Bricks and mortar have always been a safe investment even during unstable periods. The Paris real estate market is still booming and has not been affected by the social movements of the past few months.
In this article we set out the latest figures published by notaries in France, illustrating sales completed over the past year (from February 2018 to February 2019). These figures are averages that should be treated with caution.
A market boosted by consistently low rates
The European Central Bank (ECB) continues to offer historically low interest rates, allowing banks to maintain very favourable loan conditions. The majority of banks now agree to grant loans at less than 1.5% excluding insurance over 20 or 25 years, sometimes even without a deposit.

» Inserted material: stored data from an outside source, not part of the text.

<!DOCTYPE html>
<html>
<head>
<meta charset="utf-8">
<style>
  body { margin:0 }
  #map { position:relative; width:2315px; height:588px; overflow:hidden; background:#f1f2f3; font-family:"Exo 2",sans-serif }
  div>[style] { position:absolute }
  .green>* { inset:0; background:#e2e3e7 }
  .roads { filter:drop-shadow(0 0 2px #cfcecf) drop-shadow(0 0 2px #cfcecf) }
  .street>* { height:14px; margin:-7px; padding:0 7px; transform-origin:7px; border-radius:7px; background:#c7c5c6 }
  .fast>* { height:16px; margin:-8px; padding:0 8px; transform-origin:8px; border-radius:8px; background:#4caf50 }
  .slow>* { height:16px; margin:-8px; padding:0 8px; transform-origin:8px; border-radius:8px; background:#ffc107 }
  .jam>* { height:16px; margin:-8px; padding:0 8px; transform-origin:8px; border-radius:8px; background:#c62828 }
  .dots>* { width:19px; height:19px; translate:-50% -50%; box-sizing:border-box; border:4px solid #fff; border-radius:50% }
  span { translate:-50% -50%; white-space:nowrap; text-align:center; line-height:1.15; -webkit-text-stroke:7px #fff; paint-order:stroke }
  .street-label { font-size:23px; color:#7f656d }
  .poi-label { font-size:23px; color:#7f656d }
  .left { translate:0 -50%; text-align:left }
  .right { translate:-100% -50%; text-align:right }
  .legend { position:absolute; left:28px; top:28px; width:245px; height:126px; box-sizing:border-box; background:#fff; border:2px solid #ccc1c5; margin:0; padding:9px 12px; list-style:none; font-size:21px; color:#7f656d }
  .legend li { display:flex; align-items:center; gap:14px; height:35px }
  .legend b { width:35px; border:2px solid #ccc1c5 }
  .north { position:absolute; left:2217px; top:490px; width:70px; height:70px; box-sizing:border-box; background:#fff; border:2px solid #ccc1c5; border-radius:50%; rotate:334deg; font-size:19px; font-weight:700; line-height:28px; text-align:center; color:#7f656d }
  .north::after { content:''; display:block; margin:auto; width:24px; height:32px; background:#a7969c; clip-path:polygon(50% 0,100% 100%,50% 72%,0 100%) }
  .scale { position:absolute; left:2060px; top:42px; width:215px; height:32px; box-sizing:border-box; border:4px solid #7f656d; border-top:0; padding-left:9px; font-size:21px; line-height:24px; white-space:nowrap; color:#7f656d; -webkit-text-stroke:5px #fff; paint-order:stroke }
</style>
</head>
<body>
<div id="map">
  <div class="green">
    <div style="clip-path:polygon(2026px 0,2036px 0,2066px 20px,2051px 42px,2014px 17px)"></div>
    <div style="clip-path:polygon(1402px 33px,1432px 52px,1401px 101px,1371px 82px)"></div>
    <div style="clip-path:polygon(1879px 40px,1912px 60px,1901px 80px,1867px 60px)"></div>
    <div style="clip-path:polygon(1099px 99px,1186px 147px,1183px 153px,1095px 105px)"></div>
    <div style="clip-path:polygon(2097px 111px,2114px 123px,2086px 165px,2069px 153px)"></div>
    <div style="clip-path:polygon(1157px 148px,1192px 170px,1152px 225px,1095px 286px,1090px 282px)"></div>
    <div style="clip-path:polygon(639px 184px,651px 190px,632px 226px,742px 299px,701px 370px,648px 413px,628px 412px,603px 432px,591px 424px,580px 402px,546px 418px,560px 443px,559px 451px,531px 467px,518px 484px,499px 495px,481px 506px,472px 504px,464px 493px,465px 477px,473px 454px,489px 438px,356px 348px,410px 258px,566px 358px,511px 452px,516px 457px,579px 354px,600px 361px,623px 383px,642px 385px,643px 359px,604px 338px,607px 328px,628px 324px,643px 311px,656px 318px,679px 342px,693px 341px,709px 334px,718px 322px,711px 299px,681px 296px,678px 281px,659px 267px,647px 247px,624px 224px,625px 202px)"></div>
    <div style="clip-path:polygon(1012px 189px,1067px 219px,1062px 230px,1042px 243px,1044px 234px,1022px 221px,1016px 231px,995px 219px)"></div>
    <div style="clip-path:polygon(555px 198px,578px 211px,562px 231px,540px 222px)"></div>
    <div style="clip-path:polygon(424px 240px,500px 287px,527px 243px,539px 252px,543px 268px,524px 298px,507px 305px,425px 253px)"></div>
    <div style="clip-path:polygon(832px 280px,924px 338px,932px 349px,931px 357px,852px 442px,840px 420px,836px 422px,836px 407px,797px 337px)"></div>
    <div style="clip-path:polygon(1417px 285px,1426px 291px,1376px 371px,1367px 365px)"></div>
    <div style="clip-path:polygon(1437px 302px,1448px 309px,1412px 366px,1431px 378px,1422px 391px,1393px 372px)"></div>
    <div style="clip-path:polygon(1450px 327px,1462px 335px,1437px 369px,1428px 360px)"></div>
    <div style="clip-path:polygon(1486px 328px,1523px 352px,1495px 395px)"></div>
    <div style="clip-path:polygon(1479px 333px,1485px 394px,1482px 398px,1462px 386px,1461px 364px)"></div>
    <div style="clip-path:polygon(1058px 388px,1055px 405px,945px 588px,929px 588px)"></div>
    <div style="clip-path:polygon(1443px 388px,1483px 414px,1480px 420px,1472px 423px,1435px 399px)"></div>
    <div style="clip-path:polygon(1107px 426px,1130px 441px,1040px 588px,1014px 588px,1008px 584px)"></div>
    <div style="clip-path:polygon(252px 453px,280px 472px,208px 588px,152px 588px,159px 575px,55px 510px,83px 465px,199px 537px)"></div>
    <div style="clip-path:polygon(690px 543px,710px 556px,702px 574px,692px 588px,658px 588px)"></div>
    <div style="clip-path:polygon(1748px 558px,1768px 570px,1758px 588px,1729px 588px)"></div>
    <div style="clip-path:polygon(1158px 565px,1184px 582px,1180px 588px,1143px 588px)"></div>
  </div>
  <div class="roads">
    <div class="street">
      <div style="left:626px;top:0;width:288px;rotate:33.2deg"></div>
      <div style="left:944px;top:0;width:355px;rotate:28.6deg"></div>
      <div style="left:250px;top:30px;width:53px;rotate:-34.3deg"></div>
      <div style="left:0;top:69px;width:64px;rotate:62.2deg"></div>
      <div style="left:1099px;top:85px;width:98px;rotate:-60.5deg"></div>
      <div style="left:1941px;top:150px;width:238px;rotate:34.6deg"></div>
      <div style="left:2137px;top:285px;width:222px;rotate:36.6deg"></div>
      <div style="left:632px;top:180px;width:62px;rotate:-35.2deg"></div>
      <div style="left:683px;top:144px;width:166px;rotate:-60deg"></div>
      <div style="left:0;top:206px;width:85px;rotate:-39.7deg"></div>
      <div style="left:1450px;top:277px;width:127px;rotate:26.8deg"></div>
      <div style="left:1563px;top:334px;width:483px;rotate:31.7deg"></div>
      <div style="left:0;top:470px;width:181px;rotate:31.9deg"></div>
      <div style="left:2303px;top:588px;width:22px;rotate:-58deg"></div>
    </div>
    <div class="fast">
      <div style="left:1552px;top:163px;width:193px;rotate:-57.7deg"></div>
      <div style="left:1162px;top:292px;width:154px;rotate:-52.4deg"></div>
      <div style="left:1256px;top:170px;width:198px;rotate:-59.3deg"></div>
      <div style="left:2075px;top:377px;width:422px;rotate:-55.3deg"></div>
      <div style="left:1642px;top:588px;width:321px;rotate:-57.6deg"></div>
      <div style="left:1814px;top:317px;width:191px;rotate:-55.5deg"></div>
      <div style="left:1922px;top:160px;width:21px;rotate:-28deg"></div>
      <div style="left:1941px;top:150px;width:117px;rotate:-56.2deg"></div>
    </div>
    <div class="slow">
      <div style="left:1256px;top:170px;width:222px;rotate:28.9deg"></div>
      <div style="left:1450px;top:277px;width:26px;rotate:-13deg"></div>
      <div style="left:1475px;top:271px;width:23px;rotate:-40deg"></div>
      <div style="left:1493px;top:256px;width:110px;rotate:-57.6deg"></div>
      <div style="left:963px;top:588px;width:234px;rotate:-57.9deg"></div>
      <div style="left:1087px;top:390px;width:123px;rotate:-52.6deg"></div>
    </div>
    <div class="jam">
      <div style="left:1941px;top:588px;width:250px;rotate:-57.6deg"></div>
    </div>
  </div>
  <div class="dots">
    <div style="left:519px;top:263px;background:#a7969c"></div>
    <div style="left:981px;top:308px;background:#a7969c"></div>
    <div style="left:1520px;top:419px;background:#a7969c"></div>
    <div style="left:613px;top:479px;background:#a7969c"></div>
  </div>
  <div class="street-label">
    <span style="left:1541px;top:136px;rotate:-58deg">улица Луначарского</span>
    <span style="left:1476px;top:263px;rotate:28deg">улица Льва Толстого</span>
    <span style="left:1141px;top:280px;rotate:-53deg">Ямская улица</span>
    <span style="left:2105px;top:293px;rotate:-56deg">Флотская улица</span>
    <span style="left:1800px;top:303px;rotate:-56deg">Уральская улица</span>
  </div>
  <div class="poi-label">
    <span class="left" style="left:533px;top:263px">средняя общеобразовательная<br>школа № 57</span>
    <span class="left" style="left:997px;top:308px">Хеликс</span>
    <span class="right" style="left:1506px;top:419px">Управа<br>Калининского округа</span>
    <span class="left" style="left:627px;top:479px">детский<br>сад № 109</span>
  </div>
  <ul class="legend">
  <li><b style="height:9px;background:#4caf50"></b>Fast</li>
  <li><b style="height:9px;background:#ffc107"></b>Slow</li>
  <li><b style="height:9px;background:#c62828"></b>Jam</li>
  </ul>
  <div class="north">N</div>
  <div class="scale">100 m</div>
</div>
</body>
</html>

Volumes of real estate transactions
In 2018 in France, notaries recorded 970,000 real estate transactions. That is 2,000 more than in 2017, which was already a record year. For 2019, 950,000 real estate transactions are expected.
Between December 2018 and February 2019, 41,410 existing homes were sold in the Ile-de-France, up 4% on the same period the previous year.
That is 19% more than the yearly average for the past ten years.
In the city properties are in short supply and prices are high. Sales are down by 4%. Figures for the inner suburbs remain stable for apartments but we note a 4% increase in house sales. However, in the outer suburbs the number of transactions has increased by 15% for apartments and by 8% for houses. Parisians move out to the suburbs so that they can afford something with more space. There is greater supply and prices are lower. In fact, for the same price you can get an extra room in the outer suburbs than in the inner suburbs.
Prices continue to rise
Since mid-2015, prices have continued to rise. In 2018, over the whole of France, we saw a price increase of 3.2% for existing homes. According to French notaries, 45% of départements have seen a price rise for apartments, 40% a drop in prices and 15% have remained stable. Paris, Nantes, Rennes, Lille, Lyon and Bordeaux are some of the cities that have seen a rise.
A closer look at prices in Paris and the Ile de France
According to MeilleursAgents.com, on 1st May 2019, the average price per sq. m in the Ile de France was €6,349. We note an increase of 4.4% (4.7% for apartments and 3.8% for houses) in one year.
Mainly in Paris, where there has been a 6.4% rise compared to last year, but also in the inner suburbs (4.4% for apartments and 5.9% for houses) and in the outer suburbs (0.4% for apartments and 2.8% for houses).
Paris notaries anticipate that this growth rate will continue at around 6.5% next year.
In February 2019 the average price per sq. m for existing apartments in the city of Paris was €9,670.
According to the statistics for current preliminary contracts, this figure should exceed €9,900 in June.
Outside of Paris, the inner suburbs offer more reasonable prices.
There, the average price per square metre is 4,730 euros (5,790 euros in Hauts-de-Seine, 4,510 euros in Val de Marne and 3,480 euros in Seine-Saint-Denis.)
Still further away, the price per sq. m can be up to three times lower than in Paris: 2,970 euros on average in the outer suburbs.
The least expensive départements are Seine-et-Marne (2,570 euros/sq. m down by 0.7% over one year), Essonne at 2,580 euros/sq. m (+ 0.5%) and Val d’Oise at 2,680 euros/sq. m (+ 0.8%).
Although quite far from Paris, the département of Yvelines remains relatively expensive, because it is home to highly desirable towns such as Versailles, Saint-Germain-en-Laye, Maisons-Laffitte and Le Vésinet: 3,780 euros per sq. m on average, up 0.6% on last year.
Lastly, it is interesting to see that the price per sq. m of a studio is usually higher than that of a family apartment. In fact, 5 sq. m of kitchen, bathroom or corridor in a family apartment is not valued in the same way as 5 sq. m of living space in a studio.
In the outer suburbs, the fewer rooms there are, the higher the price per sq. m: €3,700/sq. m for a studio, compared to €2,510/sq. m for a 5-room apartment, i.e. practically a 50% difference.
In the inner suburbs: the price per sq. m decreases with the number of rooms as in the outer suburbs, but goes up again for apartments with 5 rooms or more as in Paris.
In fact, the price per sq. m of a 5-room apartment surprisingly costs 3.7% more (€9,960/sq. m) than that of a studio (€9,600/sq. m). This is explained by the architecture in Paris, which makes larger apartments rarer. Only 19% of apartments sold in Paris in 2018 had 4 rooms or more. Moreover, they are often located in the most expensive districts, with top-of-the-range amenities.